[PATCH] D41062: [X86] Legalize v2i32 via widening rather than promoting

Tue Jan 23 05:52:49 PST 2018

RKSimon added a comment.

Some random minor comments, but I'm not great on calling conventions and what issues we might encounter with this change.

================
Comment at: lib/Target/X86/X86ISelLowering.cpp:25059

-    if (ExperimentalVectorWideningLegalization) {
+    if (ExperimentalVectorWideningLegalization || DstVT == MVT::v2i32) {
       // If we are legalizing vectors by widening, we already have the desired
----------------
Is there a helper function we should be using instead of this?

================
Comment at: test/Analysis/CostModel/X86/sitofp.ll:73

-  ; SSE2: cost of 20 {{.*}} sitofp <2 x i32>
+  ; SSE2: cost of 40 {{.*}} sitofp <2 x i32>
   ; AVX1: cost of 4 {{.*}} sitofp <2 x i32>
----------------
What happened?

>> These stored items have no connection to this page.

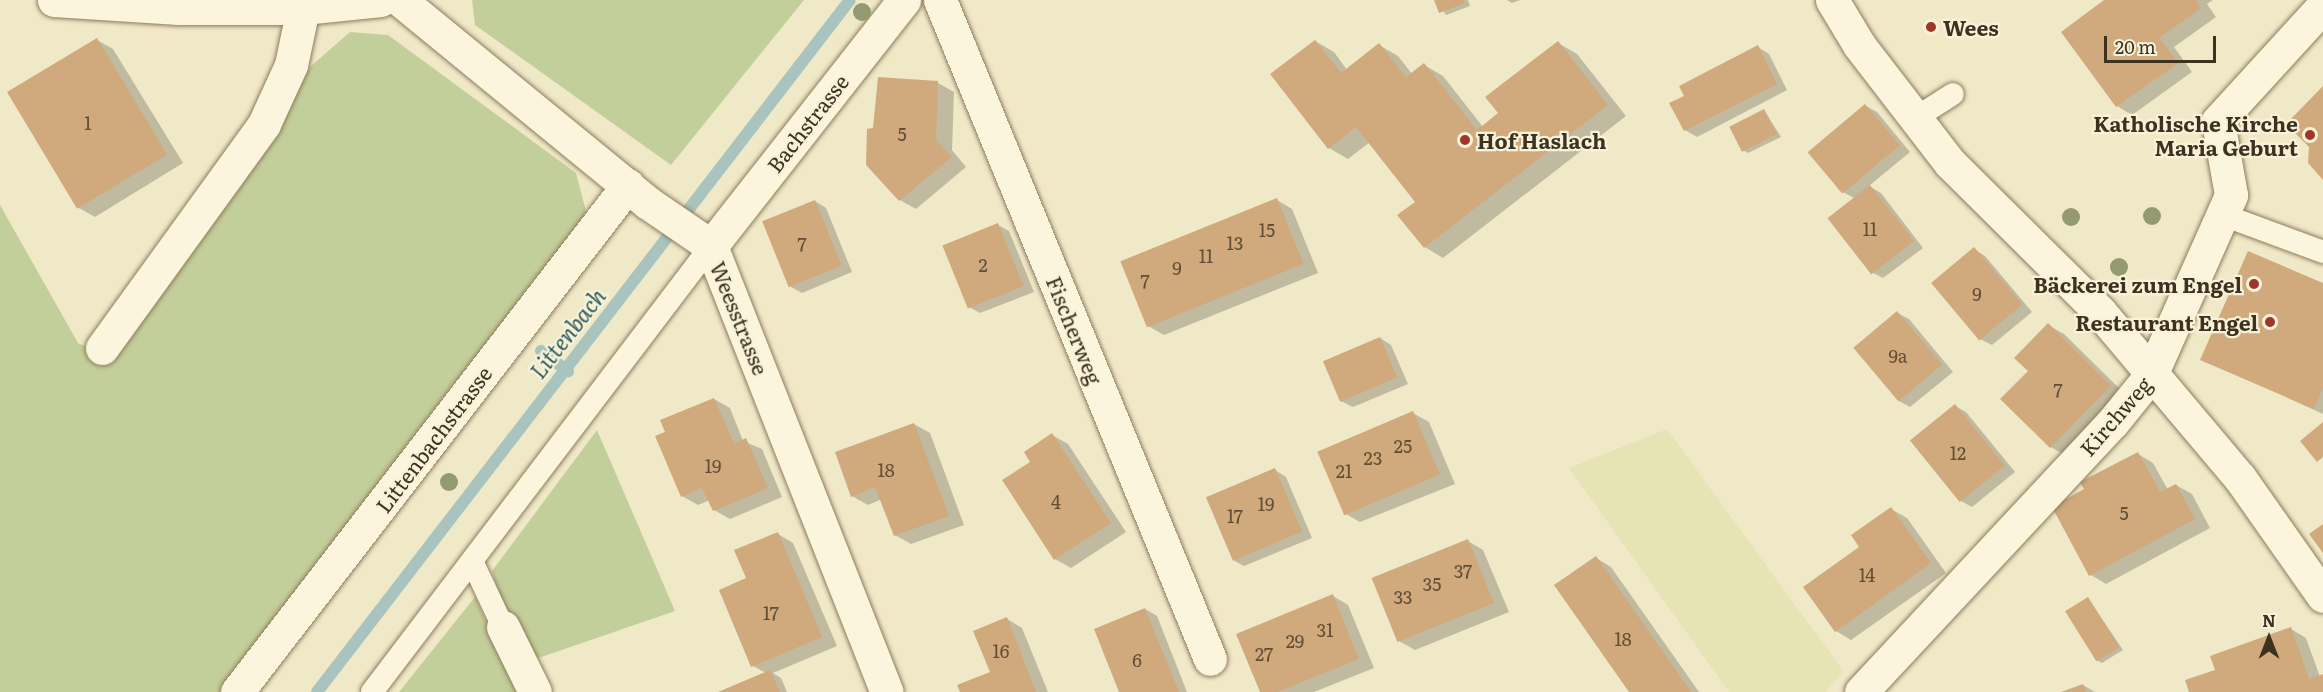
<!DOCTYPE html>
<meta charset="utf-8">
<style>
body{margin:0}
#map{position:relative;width:2323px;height:692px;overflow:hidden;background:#f0e9c8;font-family:Literata,serif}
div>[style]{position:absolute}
.farmland>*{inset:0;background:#e6e4b4}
.green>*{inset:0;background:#c3cf9a}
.shadow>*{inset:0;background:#0003}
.stream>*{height:12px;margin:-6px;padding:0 6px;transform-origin:6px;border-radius:6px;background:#a9c4bf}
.building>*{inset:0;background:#d0a97c;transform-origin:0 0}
.roads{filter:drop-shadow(0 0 2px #8d7c5c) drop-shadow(0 0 2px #8d7c5c)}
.service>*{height:22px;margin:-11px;padding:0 11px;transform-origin:11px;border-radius:11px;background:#faf5dc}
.minor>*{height:33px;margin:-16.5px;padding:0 16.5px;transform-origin:16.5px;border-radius:16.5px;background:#faf5dc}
.tertiary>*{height:33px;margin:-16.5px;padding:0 16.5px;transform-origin:16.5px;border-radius:16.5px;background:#faf5dc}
.trees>*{width:18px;height:18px;margin:-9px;border-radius:50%;background:#939a6f}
.dots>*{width:16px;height:16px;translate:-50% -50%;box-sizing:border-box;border:3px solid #f7f2d8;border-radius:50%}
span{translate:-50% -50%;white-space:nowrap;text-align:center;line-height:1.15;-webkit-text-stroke:4.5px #f7f2d8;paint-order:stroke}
.number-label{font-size:18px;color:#624f37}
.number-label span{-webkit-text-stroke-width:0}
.poi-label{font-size:21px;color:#3d3120;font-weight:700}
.left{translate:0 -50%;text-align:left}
.right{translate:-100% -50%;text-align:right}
.street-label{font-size:21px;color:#3d3120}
.water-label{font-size:22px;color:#2f5b5d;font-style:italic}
.north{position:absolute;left:2239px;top:608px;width:60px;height:60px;-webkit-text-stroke:4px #f7f2d8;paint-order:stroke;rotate:0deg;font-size:16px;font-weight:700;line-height:24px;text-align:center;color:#3d3120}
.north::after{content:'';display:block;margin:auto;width:21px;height:27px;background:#3d3120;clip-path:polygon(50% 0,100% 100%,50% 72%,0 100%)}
.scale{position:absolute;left:2104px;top:36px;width:112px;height:27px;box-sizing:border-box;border:3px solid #3d3120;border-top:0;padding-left:8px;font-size:18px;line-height:21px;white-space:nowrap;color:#3d3120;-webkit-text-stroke:4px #f7f2d8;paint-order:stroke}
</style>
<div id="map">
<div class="farmland">
<i style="clip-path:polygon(1667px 429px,1844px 672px,1825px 692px,1729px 692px,1569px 468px)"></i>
</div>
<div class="green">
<i style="clip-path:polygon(472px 0,804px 0,671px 165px,475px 25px)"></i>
<i style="clip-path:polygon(350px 32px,388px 35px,576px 173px,587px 215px,220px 692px,0 692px,0 205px,78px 343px,111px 358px,206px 227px,310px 67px)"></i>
<i style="clip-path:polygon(597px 430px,675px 611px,521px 664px,492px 571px)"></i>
<i style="clip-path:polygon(475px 597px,518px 692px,399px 692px)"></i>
</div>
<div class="shadow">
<i style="clip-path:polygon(1436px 0,1468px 0,1470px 6px,1446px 15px)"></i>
<i style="clip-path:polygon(1507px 0,1520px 0,1512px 3px)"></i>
<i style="clip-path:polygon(2107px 0,2213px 0,2207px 4px,2216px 17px,2174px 47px,2192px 72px,2132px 115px,2117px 106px)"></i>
<i style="clip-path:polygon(97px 40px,113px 49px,183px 163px,95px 217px,79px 208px)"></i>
<i style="clip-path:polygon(1315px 41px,1334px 52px,1347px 70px,1379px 45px,1398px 56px,1412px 74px,1424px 65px,1443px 76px,1483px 127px,1500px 113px,1558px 43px,1577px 54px,1626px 116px,1443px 258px,1425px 247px,1417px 202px,1370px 142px,1348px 159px,1329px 148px)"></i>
<i style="clip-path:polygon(1758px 47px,1769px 54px,1787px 90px,1697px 137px,1685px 130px,1686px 96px)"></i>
<i style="clip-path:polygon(879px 78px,938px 83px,954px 92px,952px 150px,966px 167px,916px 209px,900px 200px,875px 130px)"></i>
<i style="clip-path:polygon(1866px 106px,1877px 112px,1910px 152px,1869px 186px,1881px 193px,1923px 248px,1883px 278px,1871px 272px,1830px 217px,1854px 198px,1843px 192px)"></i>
<i style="clip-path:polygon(1764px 110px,1781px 137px,1748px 153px,1743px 150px)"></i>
<i style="clip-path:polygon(1277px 200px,1292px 209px,1318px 273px,1164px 335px,1148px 326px)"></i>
<i style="clip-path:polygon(815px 201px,826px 208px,852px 272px,802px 293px,791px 287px)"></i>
<i style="clip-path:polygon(998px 225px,1009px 231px,1034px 292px,980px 313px,969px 307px)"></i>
<i style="clip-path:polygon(1974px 249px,1985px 256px,2032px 312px,1992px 345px,1980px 339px)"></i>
<i style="clip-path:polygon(2323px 285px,2323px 414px,2202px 359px)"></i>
<i style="clip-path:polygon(1897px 313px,1909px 319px,1953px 372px,1910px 407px,1899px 401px)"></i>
<i style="clip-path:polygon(2048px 325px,2064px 334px,2126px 395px,2066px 456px,2051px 447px,2030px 371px)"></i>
<i style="clip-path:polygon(1380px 338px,1391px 345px,1408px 384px,1353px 407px,1341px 401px)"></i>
<i style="clip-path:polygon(714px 399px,730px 408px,743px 441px,762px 449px,782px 497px,730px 519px,714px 510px,710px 500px,698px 505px,682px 496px,667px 433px)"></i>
<i style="clip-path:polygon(1955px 406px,1966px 412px,2015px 472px,1972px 507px,1961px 501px)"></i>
<i style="clip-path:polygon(1413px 413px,1429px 422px,1455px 484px,1360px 522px,1344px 513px)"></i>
<i style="clip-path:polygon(914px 424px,930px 433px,964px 525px,911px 544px,895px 535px,882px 499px,868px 505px,852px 496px)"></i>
<i style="clip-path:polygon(1052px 435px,1068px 444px,1126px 532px,1071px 568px,1055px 559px,1033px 462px)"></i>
<i style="clip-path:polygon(2138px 454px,2153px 463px,2168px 490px,2176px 485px,2192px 494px,2210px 528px,2106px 584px,2091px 575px,2086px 490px)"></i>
<i style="clip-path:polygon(1275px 470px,1286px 477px,1312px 538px,1244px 566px,1233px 560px)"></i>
<i style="clip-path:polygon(1891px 509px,1907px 518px,1946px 573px,1851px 640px,1836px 631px,1862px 547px)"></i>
<i style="clip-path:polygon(778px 534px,793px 543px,837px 646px,773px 673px,781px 678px,787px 692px,722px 692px,766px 673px,753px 666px,748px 579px)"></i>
<i style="clip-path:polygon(1468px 541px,1483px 550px,1509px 612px,1415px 650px,1399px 641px)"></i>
<i style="clip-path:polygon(1596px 558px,1611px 567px,1699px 692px,1631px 692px)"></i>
<i style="clip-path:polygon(1333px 596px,1348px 605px,1374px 668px,1314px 692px,1261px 692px)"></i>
<i style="clip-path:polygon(2088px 598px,2123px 650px,2102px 663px,2096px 660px)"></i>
<i style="clip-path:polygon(1145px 609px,1157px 616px,1187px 692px,1121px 692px)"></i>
<i style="clip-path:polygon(1007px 619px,1022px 628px,1048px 692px,961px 692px,992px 673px)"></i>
<i style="clip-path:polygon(2291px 629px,2306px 638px,2320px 677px,2323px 676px,2323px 692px,2191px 692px,2217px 671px)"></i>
<i style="clip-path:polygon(2083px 685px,2095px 692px,2065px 692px)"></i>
</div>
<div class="stream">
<i style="left:541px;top:351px;width:34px;rotate:37deg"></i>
<i style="left:317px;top:692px;width:873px;rotate:-52.4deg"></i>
</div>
<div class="building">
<i style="clip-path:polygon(1434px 0,1464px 0,1465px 3px,1439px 13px)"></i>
<i style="clip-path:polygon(2104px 0,2196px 0,2201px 8px,2159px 38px,2178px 63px,2116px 107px,2061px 32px)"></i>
<i style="left:97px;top:38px;width:136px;height:105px;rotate:59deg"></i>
<i style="clip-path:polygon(1315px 40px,1341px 73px,1379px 43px,1406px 77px,1424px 63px,1477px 130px,1498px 113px,1485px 97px,1558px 41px,1608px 105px,1424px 248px,1397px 215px,1415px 202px,1356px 127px,1328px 149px,1270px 74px)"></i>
<i style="clip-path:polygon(1758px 45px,1777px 84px,1684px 131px,1669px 103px,1684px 96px,1679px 86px)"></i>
<i style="clip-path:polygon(878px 77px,938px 81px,936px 140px,952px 157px,899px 201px,866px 165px,867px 129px,873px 128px)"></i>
<i style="clip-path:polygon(2323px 86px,2323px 180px,2308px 163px,2309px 147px,2286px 124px)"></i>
<i style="left:1865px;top:104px;width:54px;height:75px;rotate:50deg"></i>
<i style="left:1764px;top:109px;width:28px;height:39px;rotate:63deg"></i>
<i style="left:1870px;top:185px;width:71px;height:54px;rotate:52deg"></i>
<i style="left:1277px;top:198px;width:71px;height:169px;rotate:68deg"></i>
<i style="left:815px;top:200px;width:71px;height:57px;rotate:68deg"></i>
<i style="left:998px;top:223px;width:68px;height:60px;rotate:68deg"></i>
<i style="left:1974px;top:247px;width:75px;height:56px;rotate:50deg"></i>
<i style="clip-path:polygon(2248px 251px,2323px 283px,2323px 388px,2314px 409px,2200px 360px)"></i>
<i style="left:1897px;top:311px;width:70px;height:57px;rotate:50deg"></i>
<i style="clip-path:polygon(2048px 323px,2111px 386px,2050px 448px,2000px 399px,2028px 371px,2014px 358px)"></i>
<i style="left:1380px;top:337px;width:44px;height:62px;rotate:67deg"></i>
<i style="clip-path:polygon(714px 398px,734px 444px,746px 438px,768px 488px,713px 511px,702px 488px,681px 497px,655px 436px,665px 432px,660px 420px)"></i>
<i style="left:1955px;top:404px;width:79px;height:58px;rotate:51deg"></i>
<i style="left:1413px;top:411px;width:69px;height:104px;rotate:67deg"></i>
<i style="clip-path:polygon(2323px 422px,2323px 457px,2317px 462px,2300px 441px)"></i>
<i style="clip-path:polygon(914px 423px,949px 516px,894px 536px,875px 487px,851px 497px,835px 452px)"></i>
<i style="clip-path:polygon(1052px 433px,1111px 523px,1054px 560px,1002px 480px,1030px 462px,1024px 452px)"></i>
<i style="clip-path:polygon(2138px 452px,2160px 492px,2176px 484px,2195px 519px,2089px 576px,2052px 507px,2084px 489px,2080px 482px)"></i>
<i style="left:1275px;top:468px;width:69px;height:75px;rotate:67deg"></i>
<i style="clip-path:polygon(1891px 507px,1931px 563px,1835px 632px,1803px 587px,1859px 547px,1851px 535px)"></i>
<i style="clip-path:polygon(2323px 524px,2323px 553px,2309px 534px)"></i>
<i style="clip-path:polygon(778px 532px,822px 637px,751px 667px,719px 590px,746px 578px,734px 550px)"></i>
<i style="left:1468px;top:539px;width:69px;height:104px;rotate:68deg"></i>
<i style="clip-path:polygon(1596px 556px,1691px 692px,1629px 692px,1554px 585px)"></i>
<i style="clip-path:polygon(1333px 594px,1359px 659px,1277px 692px,1260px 692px,1236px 634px)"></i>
<i style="left:2088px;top:597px;width:59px;height:27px;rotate:58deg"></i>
<i style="clip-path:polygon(1145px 608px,1179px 692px,1119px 692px,1094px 629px)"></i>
<i style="clip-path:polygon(1007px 617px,1036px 692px,960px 692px,957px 685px,990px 672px,973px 631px)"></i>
<i style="clip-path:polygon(2291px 627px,2309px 679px,2323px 674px,2323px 692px,2189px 692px,2185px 680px,2215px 670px,2210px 656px)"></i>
<i style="clip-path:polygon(770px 670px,780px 692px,718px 692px)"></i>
<i style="clip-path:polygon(2083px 684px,2086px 692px,2061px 692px)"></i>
</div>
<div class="roads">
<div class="service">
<i style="left:1914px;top:119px;width:46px;rotate:-32.7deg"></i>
<i style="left:2223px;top:215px;width:107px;rotate:20.3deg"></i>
<i style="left:472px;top:561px;width:73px;rotate:64.8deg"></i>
<i style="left:372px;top:692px;width:560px;rotate:-52.76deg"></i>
</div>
<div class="minor">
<i style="left:54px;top:0;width:125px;rotate:3.7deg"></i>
<i style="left:179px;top:8px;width:124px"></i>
<i style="left:303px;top:8px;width:78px;rotate:-5.9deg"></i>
<i style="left:400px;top:0;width:320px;rotate:39.3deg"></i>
<i style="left:648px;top:203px;width:76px;rotate:34.3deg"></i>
<i style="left:711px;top:246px;width:479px;rotate:68.5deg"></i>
<i style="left:940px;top:0;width:712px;rotate:67.72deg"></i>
<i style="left:1832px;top:0;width:52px;rotate:59deg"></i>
<i style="left:1859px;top:45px;width:149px;rotate:52.4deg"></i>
<i style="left:1950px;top:163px;width:211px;rotate:44.8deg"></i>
<i style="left:711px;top:246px;width:313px;rotate:-51.9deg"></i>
<i style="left:102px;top:348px;width:276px;rotate:-54.1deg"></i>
<i style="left:264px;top:124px;width:65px;rotate:-65.4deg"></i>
<i style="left:291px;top:65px;width:58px;rotate:-78.1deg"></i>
<i style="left:503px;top:627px;width:72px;rotate:63.8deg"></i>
<i style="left:237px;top:692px;width:640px;rotate:-52.36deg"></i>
<i style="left:1861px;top:692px;width:368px;rotate:-47deg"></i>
<i style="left:2112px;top:423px;width:62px;rotate:-50.9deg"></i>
<i style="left:2151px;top:375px;width:197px;rotate:-66deg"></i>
<i style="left:2231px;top:195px;width:75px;rotate:-100deg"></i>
<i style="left:2218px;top:121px;width:156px;rotate:-47.6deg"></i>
</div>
<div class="tertiary">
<i style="left:2100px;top:312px;width:217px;rotate:49.9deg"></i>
<i style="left:2240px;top:478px;width:144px;rotate:54.9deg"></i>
</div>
</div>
<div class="trees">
<i style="left:862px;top:12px"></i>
<i style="left:2152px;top:216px"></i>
<i style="left:2071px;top:217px"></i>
<i style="left:2119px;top:267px"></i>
<i style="left:449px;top:482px"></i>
</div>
<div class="dots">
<i style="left:1931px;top:27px;background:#9f3629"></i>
<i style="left:2310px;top:135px;background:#9f3629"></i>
<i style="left:1465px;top:140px;background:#9f3629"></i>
<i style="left:2254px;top:284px;background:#9f3629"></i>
<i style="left:2270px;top:322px;background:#9f3629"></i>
</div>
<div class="number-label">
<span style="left:88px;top:123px">1</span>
<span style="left:902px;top:134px">5</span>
<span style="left:1870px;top:229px">11</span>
<span style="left:1267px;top:230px">15</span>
<span style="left:1235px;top:243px">13</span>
<span style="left:802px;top:244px">7</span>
<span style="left:1206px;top:256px">11</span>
<span style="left:983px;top:265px">2</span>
<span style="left:1177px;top:268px">9</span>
<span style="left:1145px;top:281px">7</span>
<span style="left:1977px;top:294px">9</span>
<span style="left:1898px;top:356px">9a</span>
<span style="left:2058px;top:390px">7</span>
<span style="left:1403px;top:446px">25</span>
<span style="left:1958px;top:453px">12</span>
<span style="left:1373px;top:458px">23</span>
<span style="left:713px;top:466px">19</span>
<span style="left:886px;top:470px">18</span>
<span style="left:1344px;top:471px">21</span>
<span style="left:1056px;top:502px">4</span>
<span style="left:1266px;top:504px">19</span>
<span style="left:2124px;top:513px">5</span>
<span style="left:1235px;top:516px">17</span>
<span style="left:1463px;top:571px">37</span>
<span style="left:1867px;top:575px">14</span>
<span style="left:1432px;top:584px">35</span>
<span style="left:1403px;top:597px">33</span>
<span style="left:771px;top:613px">17</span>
<span style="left:1325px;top:630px">31</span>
<span style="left:1623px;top:639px">18</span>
<span style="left:1295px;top:641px">29</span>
<span style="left:1001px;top:651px">16</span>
<span style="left:1264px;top:654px">27</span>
<span style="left:1137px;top:660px">6</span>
</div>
<div class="poi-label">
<span class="left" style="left:1943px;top:27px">Wees</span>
<span class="right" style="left:2298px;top:135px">Katholische Kirche<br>Maria Geburt</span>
<span class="left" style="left:1477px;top:140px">Hof Haslach</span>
<span class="right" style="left:2242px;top:284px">Bäckerei zum Engel</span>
<span class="right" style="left:2258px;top:322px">Restaurant Engel</span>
</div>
<div class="street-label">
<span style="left:807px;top:123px;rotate:-52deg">Bachstrasse</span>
<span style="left:740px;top:318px;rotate:68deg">Weesstrasse</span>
<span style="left:1075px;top:330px;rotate:68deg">Fischerweg</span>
<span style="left:2115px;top:416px;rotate:-49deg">Kirchweg</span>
<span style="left:433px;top:439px;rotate:-53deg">Littenbachstrasse</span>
</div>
<div class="water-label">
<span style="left:567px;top:333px;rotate:-52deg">Littenbach</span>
</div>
<div class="north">N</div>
<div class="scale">20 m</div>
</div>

This is way out!

================
Comment at: test/Analysis/CostModel/X86/uitofp.ll:73

-  ; SSE2: cost of 20 {{.*}} uitofp <2 x i32>
+  ; SSE2: cost of 40 {{.*}} uitofp <2 x i32>
   ; AVX1: cost of 6 {{.*}} uitofp <2 x i32>
----------------
Again, way too high

================
Comment at: test/CodeGen/X86/2012-01-18-vbitcast.ll:7
+; CHECK:       # %bb.0:
+; CHECK-NEXT:    movdqa (%rcx), %xmm0
+; CHECK-NEXT:    psubd (%rdx), %xmm0
----------------
I think this is OK, but it still makes me nervous. We go from accessing 64-bits to 128-bits per argument.

================
Comment at: test/CodeGen/X86/avx2-masked-gather.ll:772
+; X86-NEXT:    movl {{[0-9]+}}(%esp), %eax
+; X86-NEXT:    vmovd {{.*#+}} xmm2 = mem[0],zero,zero,zero
+; X86-NEXT:    vpinsrd $1, 4(%eax), %xmm2, %xmm2
----------------
zvi wrote:
> Any way to easily fix vmovd+vpinsrd -> vmovq?
Yes - why didn't EltsFromConsecutiveLoads convert this to a i64 VZEXT_LOAD (VMOVQ)?

================
Comment at: test/CodeGen/X86/avx2-masked-gather.ll:725
+; X86-NEXT:    vzeroupper
 ; X86-NEXT:    retl
 ;
----------------
Ouch

================
Comment at: test/CodeGen/X86/known-signbits-vector.ll:19
+; X64-NEXT:    vpshufd {{.*#+}} xmm0 = xmm0[0,2,2,3]
 ; X64-NEXT:    vcvtdq2pd %xmm0, %xmm0
 ; X64-NEXT:    retq
----------------
Regression

https://reviews.llvm.org/D41062